Vote on no-confidence motion against PM Imran Khan to be held on March 28: Senator Faisal Javed

Senator says the National Assembly session has been requisitioned for March 21

By |
Web Desk

  • Senator Faisal says NA session has been requisitioned for March 21.
  • He later backtracks from statement of voting on March 28.
  • Senator says Islamabad's "biggest" rally to take place on March 27.

ISLAMABAD: Senator Faisal Javed announced on Monday that voting on the no-confidence motion against Prime Minister Imran Khan will take place on March 28.

The PTI leader confirmed the much-awaited date during an informal conversation with Geo News at the Parliament House.

The senator also told the media outlet that the National Assembly session has been requisitioned for March 21.

Political analysts weigh in: Is the vote of no trust just a power grab by the opposition?

But later, the senator backtracked from the statement and tweeted that the vote on the no-confidence motion, without specifying a date, would take place after March 27.

"The biggest jalsa of Islamabad will take place on March 27 (Sunday). Prime Minister Imran Khan will deliver a historic speech. And the voting on the no-confidence motion will take place after March 27."

The senator confidently said that the no-trust motion against the premier would fail, while the people's confidence in the prime minister's leadership would bolster.

It is pertinent to mention here that on March 8, the Opposition had submitted the no-confidence motion against PM Imran Khan, accusing him of mismanaging the economy and poor governance.

Despite the rising political tensions, the prime minister has time and again claimed that the government's allies and PTI lawmakers stand by him and would defeat the no-confidence motion.

PM Imran Khan vowed to fight any move to unseat him. "Whatever they do, I'm ready for that," he had told a gathering in Islamabad.

'Not even 10 people'

In response, PML-N spokesperson Marriyum Aurangzeb said the "gang of corrupts" has announced a rally on March 27 as they are sure about "not having" the numbers to defeat the no-trust motion.

"The ones who cannot make sure of having 172 lawmakers cannot gather one million people at D-Chowk [...] you (PM Imran Khan) do not have the support of 10 people anymore," she added.

NA speaker seeks legal options

NA Speaker Asad Qaiser earlier today held a meeting with the legal department to seek an opinion regarding the voting of disgruntled members of the party, Geo News reported, citing sources.

According to sources, the speaker was informed that none of the members can be stopped from casting their votes, however, the party can take action against those who violate its policy.

Read more: MPs can’t be stopped from voting, Asad Qaiser told

They further added that citing Article 63(1)A of the Constitution of Pakistan, the legal department said the law is very clear in this regard.
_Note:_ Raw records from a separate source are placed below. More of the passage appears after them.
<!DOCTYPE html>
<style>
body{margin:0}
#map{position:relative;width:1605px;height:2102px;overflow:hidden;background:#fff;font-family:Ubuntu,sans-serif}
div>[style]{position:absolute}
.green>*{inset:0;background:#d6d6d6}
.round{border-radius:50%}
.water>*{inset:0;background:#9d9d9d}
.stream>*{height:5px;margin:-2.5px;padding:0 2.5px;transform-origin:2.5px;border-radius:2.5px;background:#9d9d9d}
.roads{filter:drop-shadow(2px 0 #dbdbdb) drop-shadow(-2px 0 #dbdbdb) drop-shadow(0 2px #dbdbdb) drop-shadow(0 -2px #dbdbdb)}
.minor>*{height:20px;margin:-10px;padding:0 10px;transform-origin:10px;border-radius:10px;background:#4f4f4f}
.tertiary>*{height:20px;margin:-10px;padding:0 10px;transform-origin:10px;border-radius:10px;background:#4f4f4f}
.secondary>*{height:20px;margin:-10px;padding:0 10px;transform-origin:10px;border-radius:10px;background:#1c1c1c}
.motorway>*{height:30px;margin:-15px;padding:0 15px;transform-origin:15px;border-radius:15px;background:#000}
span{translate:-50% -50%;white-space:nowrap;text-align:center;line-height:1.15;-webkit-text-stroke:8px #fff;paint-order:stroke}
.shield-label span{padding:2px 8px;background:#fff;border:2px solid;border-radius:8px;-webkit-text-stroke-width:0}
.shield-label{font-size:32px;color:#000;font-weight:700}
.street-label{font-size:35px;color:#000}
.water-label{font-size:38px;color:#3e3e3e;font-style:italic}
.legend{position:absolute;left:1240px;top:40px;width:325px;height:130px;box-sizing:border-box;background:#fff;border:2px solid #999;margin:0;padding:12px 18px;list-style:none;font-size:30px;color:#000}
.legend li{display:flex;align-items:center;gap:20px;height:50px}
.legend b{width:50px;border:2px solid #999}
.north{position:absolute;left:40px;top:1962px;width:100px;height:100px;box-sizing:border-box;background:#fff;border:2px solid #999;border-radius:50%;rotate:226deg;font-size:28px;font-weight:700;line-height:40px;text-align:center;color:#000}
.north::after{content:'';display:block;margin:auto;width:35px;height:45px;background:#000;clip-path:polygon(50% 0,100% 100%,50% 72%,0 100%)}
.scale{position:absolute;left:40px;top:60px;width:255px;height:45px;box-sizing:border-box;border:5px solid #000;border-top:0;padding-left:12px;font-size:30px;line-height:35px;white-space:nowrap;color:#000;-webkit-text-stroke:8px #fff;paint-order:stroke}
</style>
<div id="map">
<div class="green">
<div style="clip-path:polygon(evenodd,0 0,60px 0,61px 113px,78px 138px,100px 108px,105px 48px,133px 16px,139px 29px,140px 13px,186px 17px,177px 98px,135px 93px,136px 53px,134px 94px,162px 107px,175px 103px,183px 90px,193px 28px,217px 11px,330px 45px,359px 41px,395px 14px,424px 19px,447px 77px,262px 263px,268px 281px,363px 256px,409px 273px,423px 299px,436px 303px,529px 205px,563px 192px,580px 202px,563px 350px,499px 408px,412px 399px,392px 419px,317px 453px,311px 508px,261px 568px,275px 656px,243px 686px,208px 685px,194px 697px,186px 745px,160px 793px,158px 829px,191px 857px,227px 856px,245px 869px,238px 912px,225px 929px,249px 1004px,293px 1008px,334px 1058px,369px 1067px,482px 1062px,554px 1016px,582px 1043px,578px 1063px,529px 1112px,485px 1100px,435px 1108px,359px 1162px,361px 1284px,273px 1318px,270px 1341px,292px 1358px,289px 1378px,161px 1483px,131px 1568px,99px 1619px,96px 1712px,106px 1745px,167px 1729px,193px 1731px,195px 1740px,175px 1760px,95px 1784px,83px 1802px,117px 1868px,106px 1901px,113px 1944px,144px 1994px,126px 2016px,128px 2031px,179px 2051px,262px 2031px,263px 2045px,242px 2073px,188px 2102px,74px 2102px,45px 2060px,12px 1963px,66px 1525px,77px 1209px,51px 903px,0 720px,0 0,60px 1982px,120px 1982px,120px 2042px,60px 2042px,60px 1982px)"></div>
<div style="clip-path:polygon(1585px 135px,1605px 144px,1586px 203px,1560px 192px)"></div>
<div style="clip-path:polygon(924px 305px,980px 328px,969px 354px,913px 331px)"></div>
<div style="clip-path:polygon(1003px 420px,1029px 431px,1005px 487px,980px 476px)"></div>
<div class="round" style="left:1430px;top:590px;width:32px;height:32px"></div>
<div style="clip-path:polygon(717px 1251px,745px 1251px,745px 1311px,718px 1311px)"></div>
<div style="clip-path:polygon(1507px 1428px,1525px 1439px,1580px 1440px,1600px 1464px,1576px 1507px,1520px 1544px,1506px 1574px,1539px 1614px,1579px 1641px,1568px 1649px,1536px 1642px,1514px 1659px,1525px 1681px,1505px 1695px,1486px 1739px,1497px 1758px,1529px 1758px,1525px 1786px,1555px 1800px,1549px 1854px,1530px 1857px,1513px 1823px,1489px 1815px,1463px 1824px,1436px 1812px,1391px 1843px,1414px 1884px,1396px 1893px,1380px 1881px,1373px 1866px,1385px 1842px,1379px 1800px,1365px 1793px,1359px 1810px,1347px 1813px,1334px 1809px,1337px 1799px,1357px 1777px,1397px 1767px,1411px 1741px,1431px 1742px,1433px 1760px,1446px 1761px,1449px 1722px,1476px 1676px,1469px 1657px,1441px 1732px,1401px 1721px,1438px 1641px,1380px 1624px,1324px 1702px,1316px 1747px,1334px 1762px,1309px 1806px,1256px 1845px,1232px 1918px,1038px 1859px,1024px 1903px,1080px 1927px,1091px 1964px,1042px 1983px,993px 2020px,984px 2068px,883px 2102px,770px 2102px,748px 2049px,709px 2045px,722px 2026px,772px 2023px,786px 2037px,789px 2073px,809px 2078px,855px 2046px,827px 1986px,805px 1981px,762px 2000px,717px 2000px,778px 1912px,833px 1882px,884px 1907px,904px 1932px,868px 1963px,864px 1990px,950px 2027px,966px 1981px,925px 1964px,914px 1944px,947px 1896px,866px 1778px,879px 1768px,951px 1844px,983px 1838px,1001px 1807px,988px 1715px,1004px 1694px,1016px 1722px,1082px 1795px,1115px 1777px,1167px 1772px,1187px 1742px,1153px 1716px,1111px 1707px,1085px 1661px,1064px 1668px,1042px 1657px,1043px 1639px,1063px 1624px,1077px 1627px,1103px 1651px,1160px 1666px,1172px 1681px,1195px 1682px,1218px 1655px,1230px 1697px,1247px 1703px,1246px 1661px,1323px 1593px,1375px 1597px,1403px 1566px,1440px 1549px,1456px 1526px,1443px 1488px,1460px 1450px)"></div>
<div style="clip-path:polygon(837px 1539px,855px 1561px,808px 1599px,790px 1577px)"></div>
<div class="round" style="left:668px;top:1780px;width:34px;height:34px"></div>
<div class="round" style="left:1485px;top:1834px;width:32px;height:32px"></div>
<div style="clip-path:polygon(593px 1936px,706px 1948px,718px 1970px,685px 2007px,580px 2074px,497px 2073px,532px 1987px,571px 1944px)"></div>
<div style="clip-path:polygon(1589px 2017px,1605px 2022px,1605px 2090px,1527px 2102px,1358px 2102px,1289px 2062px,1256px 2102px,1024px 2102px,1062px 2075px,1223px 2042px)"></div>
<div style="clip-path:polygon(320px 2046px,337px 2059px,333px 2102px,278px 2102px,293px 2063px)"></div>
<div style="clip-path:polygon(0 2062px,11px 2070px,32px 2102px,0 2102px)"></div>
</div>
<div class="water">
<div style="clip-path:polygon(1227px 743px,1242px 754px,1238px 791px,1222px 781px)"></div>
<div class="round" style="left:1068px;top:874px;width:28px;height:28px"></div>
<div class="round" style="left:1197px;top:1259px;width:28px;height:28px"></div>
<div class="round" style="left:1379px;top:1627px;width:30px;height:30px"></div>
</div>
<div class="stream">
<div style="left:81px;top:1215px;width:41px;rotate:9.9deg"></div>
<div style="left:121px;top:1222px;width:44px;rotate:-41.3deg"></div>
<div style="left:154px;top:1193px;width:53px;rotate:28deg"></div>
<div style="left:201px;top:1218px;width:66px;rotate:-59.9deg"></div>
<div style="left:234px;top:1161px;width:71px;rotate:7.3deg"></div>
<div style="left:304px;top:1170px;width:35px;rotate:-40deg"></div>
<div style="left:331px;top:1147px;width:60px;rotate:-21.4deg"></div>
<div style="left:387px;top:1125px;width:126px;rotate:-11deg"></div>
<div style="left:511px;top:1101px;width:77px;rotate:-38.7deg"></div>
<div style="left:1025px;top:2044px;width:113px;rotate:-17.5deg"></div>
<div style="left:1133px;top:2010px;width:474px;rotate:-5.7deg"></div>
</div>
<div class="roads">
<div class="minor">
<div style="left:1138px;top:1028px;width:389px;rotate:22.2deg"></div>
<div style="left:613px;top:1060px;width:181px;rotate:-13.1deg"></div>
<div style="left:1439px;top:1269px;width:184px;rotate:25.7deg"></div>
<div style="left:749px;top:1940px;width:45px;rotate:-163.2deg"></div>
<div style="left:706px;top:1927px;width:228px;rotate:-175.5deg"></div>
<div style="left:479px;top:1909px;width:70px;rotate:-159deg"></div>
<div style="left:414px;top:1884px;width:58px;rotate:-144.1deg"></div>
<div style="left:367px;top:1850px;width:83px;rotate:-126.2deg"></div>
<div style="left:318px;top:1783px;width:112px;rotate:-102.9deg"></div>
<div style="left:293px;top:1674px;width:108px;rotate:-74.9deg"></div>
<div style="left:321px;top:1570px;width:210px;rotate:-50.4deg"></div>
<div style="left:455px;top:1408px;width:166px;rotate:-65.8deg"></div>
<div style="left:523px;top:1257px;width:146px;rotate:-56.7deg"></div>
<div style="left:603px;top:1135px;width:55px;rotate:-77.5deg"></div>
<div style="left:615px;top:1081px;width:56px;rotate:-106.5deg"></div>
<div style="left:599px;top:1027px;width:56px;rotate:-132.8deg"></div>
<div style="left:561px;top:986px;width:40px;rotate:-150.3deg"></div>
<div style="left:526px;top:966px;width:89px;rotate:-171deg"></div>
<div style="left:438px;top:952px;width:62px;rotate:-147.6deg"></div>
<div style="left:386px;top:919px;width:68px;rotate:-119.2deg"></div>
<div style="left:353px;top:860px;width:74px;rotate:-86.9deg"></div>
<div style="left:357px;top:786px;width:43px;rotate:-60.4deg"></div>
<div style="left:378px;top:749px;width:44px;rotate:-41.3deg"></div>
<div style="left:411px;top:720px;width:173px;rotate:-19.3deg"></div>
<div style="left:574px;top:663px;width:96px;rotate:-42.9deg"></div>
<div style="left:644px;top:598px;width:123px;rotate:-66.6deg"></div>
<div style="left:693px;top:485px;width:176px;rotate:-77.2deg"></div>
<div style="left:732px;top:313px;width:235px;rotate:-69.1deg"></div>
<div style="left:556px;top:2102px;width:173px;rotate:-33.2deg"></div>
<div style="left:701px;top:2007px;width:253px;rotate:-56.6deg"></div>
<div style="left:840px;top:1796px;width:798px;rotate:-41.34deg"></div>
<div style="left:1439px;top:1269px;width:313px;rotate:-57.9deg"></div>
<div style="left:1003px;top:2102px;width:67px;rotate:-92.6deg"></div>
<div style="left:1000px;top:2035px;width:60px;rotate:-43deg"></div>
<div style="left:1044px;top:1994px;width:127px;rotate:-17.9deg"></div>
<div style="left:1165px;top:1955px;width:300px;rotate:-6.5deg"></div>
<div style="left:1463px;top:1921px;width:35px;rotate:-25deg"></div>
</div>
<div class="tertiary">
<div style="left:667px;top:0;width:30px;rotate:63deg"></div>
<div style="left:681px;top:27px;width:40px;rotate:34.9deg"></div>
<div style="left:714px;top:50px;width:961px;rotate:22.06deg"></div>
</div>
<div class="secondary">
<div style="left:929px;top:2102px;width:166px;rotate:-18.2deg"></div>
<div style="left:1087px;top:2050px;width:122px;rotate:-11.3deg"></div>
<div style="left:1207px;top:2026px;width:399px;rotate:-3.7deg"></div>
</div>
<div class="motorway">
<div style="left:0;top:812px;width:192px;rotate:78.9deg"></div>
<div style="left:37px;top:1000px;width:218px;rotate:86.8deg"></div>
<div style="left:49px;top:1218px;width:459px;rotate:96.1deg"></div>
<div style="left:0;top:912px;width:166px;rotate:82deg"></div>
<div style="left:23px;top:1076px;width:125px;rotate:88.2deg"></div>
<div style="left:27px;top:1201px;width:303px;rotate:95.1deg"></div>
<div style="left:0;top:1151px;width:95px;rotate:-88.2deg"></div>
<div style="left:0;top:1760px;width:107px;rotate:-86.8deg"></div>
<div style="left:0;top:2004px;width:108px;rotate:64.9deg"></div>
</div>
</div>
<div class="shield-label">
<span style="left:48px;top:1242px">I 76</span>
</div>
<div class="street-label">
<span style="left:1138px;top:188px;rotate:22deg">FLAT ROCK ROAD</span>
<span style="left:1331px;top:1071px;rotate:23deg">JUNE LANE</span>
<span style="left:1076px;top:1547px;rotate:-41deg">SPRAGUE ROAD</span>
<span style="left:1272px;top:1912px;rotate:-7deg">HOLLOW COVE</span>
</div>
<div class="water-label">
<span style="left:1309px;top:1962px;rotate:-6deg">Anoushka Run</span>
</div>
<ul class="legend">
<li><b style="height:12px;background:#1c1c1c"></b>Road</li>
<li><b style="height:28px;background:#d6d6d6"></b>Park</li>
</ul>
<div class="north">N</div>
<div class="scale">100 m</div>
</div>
Sources said that the speaker also asked whether he can give a ruling on the disgruntled members before they cast their votes, to which he was informed that ruling was his prerogative but the relevant laws are very much clear and there's no confusion.

The numbers game

The Opposition is holding negotiations with three allied parties of the ruling PTI – PMLQ, BAP, and the MQMP – in order to pass a no-confidence motion against PM Imran Khan.

These three parties have 17 representatives in the National Assembly. If these parties join the opposition, the PTI ruling alliance's strength will fall to 162 from 179, and the total number of MNAs in the unified opposition would rise to 179.

Read more: If three of PTI's allies join Opposition, party will lose 17 MNAs

To pass the no-trust motion, the Opposition needed the backing of 172 MNAs. The NA currently has a total membership of 341 members, with one seat empty.

The ruling coalition now has 179 MNAs in favour, while the Opposition has 162 MNAs in the lower house of parliament. The Opposition required the backing of ten more MNAs to dislodge the Imran Khan government.